Let me go ahead and tell you straight up front: the World Race, even just in the preparation phase, has already been much, much harder than I thought it was going to be.  I have avoided talking about this in blogs and have down played it, always saying "Just trust the Lord!", not wanting to cast a bad light on missions or earn a bad reputation for myself.  

NEWSFLASH BETHANY: You are a human, a sinner, and in need of God's grace for your weaknesses as much as anyone else…so don't try to avoid telling people the truth. Most people are relieved to hear that they aren't the only ones who struggle with certain things.

And I have figured out the the exact reason why things have been so hard: I can not seem to let go of control and give it up to God. I have never had as much of an opportunity to truly do this in my life as I have now.

I have been told since day 1 of this adventure with the World Race that I was going to be stretched in ways that I never thought possible; that I was going to learn things about myself that I never knew existed; that I was going to be forced to rely on God; that my faith was going to hit a whole new dimension; that I was going to be torn down before I could be built back up again.  And this is all already proving to be even more true than I expected (those expectations….they'll get ya every time!)

The preparation phase of this journey has already put me into a stress-out mode that is so severe that I hardly recognize myself from the easy-going, joyful, carefree person I know myself to be most of the time.

Anyone who knows me can testify to the fact that I have never once in my life found myself without an appetite (and by that I mean, willing to eat everything in sight at any given moment if only I could allow myself), but for the first time, food is like a daunting task that must be faced against my will.  

I still spend time with God each day, but find that even in an effort for intense prayer I am jittery inside and anxiously hoping God will "hurry up and and say what He needs me to hear right now" because I have "so much to do Lord….seriously, I am not trying to rush You, but is that all the listening I need to do for now?!? Because I am super stressed about what all I have to get done! That cool?
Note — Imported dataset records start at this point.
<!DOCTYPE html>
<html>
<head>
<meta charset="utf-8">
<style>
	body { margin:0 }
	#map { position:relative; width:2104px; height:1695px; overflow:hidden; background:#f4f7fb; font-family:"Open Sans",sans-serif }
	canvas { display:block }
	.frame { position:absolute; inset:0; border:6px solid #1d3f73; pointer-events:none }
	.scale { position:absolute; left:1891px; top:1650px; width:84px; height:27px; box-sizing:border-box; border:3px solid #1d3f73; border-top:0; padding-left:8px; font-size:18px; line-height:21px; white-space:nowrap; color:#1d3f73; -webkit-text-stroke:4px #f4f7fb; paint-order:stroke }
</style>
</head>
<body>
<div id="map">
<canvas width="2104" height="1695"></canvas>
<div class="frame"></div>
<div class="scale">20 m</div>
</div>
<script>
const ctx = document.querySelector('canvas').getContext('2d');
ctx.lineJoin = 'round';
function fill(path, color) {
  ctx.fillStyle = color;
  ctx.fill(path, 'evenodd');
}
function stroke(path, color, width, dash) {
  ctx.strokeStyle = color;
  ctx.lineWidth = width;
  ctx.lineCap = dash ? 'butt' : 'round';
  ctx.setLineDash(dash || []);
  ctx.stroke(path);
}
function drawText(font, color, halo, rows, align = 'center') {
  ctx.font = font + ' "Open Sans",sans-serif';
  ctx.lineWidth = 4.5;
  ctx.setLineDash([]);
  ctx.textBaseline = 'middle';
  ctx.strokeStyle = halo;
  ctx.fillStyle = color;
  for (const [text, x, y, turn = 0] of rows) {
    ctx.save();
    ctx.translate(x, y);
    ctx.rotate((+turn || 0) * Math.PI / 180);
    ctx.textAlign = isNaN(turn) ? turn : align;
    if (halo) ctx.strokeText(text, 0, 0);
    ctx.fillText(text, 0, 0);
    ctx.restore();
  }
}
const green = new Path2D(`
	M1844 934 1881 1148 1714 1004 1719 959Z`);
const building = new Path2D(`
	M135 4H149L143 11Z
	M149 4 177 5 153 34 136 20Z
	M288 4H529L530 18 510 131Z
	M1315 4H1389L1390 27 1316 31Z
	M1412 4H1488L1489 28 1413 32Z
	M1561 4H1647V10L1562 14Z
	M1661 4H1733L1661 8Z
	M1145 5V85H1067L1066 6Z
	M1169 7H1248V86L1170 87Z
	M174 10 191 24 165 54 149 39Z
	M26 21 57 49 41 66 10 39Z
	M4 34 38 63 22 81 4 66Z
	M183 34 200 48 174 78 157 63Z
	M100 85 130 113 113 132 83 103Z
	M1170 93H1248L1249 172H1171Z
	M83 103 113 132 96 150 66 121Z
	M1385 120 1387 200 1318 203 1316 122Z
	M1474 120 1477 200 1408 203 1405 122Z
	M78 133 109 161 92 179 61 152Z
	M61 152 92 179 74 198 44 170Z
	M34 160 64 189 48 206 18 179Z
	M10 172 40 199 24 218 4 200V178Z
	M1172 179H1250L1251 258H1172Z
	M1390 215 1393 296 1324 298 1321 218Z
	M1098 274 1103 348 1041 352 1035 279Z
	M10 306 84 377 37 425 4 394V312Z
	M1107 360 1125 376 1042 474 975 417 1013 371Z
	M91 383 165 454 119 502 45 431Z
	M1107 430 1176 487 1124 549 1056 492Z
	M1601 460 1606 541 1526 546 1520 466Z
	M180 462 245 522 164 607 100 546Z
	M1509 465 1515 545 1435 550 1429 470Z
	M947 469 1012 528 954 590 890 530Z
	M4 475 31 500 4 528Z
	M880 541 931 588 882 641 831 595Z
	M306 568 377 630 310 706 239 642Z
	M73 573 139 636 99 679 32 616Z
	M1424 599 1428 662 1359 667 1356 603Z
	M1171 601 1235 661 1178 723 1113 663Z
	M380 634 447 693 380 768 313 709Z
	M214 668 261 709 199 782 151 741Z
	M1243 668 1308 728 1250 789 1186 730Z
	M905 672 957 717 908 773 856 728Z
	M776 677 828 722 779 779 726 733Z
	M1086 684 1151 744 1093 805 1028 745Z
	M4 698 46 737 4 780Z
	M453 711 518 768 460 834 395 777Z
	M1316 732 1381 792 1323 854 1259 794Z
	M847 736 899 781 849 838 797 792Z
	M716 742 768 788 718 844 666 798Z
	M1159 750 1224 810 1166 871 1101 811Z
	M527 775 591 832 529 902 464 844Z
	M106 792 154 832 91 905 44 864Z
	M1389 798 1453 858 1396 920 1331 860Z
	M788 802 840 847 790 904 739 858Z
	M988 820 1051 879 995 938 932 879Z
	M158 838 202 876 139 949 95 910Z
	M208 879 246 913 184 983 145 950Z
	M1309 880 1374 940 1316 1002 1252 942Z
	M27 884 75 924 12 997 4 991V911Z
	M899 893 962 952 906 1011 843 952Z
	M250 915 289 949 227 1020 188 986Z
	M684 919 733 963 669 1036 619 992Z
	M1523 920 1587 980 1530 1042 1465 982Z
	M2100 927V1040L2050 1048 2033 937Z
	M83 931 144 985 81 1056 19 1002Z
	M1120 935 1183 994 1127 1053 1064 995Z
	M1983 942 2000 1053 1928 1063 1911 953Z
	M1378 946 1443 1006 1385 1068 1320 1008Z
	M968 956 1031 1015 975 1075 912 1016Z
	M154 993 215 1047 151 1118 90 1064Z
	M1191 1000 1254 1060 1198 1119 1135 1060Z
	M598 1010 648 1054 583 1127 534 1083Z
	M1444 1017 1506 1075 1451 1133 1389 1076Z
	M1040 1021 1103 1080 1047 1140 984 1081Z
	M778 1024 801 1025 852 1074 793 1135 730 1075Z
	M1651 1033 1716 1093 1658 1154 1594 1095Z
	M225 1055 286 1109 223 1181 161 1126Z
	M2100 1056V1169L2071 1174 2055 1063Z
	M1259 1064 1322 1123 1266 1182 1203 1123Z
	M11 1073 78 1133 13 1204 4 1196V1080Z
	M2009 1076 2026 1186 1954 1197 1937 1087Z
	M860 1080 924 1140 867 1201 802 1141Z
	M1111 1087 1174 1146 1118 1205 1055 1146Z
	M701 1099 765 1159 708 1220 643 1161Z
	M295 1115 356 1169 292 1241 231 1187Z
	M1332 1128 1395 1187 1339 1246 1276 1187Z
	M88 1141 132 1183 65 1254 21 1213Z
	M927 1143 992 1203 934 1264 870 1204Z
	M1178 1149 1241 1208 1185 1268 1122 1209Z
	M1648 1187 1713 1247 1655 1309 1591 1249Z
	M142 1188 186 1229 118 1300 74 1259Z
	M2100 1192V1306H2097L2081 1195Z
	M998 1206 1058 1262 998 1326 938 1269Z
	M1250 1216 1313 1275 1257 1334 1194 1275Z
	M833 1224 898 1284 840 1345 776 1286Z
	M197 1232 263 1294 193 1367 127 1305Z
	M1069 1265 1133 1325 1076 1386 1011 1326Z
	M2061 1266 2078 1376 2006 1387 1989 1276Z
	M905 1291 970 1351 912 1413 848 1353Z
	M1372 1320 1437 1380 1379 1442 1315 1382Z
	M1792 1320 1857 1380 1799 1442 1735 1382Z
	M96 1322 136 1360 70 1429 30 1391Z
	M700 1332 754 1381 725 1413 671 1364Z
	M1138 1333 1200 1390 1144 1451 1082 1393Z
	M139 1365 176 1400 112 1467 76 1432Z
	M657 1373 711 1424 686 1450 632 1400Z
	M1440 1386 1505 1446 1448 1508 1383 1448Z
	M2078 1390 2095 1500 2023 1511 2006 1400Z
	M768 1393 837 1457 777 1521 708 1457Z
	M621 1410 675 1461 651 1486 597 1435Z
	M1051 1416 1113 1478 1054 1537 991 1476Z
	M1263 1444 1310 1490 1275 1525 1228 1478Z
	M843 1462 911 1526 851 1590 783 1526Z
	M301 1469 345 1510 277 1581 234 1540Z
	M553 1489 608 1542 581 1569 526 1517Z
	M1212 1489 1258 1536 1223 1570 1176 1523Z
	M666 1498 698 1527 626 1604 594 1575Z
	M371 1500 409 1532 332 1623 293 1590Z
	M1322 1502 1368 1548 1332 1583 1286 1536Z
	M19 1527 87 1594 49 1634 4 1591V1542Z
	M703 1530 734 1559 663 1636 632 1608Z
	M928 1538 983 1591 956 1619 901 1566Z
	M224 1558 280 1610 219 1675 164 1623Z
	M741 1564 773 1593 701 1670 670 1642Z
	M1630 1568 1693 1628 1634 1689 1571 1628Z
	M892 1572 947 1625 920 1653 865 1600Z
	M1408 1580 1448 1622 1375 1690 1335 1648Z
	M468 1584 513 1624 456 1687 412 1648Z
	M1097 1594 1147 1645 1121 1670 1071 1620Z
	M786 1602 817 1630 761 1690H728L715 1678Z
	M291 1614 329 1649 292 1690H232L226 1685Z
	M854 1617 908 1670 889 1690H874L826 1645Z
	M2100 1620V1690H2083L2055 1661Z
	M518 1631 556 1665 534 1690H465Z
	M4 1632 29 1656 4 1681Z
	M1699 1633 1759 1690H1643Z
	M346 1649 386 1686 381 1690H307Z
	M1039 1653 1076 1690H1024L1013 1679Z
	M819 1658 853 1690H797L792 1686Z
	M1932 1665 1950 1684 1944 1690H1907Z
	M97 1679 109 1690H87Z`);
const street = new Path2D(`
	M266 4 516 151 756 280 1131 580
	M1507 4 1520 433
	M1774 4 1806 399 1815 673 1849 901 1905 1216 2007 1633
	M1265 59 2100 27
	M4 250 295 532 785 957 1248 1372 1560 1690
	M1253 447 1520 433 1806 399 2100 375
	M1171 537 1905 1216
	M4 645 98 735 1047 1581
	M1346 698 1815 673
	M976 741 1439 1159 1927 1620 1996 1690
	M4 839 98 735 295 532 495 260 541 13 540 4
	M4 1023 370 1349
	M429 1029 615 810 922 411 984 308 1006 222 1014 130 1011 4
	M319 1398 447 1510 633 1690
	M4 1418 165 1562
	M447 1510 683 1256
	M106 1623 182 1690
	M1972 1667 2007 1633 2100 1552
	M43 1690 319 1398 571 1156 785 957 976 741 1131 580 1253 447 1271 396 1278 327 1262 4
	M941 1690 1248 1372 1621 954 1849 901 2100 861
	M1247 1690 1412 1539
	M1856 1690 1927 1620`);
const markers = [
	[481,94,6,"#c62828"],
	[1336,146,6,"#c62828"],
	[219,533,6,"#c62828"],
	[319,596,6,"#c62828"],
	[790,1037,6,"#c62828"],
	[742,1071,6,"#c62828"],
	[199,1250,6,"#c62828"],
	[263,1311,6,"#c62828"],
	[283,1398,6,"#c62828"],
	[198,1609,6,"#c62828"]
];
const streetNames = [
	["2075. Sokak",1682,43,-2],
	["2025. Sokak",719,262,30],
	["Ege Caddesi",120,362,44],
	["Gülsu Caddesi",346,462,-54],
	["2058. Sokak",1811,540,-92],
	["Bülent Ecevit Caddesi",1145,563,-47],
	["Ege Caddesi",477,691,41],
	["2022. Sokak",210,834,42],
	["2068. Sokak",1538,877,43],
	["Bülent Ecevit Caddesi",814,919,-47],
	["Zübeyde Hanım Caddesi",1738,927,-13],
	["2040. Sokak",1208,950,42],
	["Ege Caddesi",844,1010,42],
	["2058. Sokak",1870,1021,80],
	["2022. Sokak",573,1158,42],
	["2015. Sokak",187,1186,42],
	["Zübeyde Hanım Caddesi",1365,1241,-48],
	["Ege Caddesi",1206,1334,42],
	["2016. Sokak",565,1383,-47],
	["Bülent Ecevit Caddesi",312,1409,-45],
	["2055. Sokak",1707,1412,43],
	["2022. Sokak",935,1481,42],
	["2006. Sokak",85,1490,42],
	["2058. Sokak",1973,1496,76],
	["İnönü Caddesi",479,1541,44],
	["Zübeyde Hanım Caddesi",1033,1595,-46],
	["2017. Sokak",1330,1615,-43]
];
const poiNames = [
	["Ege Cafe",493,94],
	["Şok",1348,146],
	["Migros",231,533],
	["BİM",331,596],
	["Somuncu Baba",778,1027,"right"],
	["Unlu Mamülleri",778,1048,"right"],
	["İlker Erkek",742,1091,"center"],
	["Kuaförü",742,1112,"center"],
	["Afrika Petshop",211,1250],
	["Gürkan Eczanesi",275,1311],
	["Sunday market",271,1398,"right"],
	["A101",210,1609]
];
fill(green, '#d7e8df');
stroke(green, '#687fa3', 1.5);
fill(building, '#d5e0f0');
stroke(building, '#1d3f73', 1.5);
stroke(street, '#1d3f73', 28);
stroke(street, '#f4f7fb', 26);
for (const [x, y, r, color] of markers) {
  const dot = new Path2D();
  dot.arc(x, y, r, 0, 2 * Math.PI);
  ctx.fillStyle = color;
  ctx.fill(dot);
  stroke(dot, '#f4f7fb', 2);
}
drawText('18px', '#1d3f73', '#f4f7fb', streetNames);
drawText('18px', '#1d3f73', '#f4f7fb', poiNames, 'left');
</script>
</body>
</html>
Ok, thanks, love you! help me to live for You today! amen!"  Some mindset for spiritual growth, huh?

I frantically make to-do lists, only to find to-do lists from the day before still beckoning to be completed, then glancing desperately from the clock to my list trying to figure out how to make it all happen.

I sit in front of my laptop with my shoulders hunched up around my ears, my breathing short, and trying to ignore the jumpy feeling inside me as I struggle to keep all of the financial deadlines, support letters, thank you notes, immunization appointments, passport forms, nursing license info, budgets, gear advice, fundraiser coordinating, and all the other aspects of this trip straight, not to mention making sure that daily life as I know it (work, bills, friendships, weddings, laundry, church group activities, etc.) does not fall apart around me.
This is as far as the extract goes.